» **Exercise details**
All of the entries below must be copied out exactly.

» **Task input**

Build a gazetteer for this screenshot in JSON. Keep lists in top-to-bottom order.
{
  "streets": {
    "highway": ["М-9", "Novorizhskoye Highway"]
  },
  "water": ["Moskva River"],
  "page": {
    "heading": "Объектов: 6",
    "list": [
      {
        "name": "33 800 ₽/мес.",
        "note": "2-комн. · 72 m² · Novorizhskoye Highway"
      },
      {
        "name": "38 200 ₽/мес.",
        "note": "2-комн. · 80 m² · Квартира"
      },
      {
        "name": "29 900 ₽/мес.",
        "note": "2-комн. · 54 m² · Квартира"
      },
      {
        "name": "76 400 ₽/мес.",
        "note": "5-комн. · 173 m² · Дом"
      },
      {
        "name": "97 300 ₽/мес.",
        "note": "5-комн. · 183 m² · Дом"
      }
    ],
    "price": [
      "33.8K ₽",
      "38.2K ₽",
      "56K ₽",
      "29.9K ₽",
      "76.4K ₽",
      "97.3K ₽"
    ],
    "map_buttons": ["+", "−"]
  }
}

» **Task answer**
Build a gazetteer for this screenshot in JSON. Keep lists in top-to-bottom order.
{
  "streets": {
    "highway": ["М-9", "Novorizhskoye Highway"]
  },
  "water": ["Moskva River"],
  "page": {
    "heading": "Объектов: 6",
    "list": [
      {
        "name": "33 800 ₽/мес.",
        "note": "2-комн. · 72 m² · Novorizhskoye Highway"
      },
      {
        "name": "38 200 ₽/мес.",
        "note": "2-комн. · 80 m² · Квартира"
      },
      {
        "name": "29 900 ₽/мес.",
        "note": "2-комн. · 54 m² · Квартира"
      },
      {
        "name": "76 400 ₽/мес.",
        "note": "5-комн. · 173 m² · Дом"
      },
      {
        "name": "97 300 ₽/мес.",
        "note": "5-комн. · 183 m² · Дом"
      }
    ],
    "price": [
      "33.8K ₽",
      "38.2K ₽",
      "56K ₽",
      "29.9K ₽",
      "76.4K ₽",
      "97.3K ₽"
    ],
    "map_buttons": ["+", "−"]
  }
}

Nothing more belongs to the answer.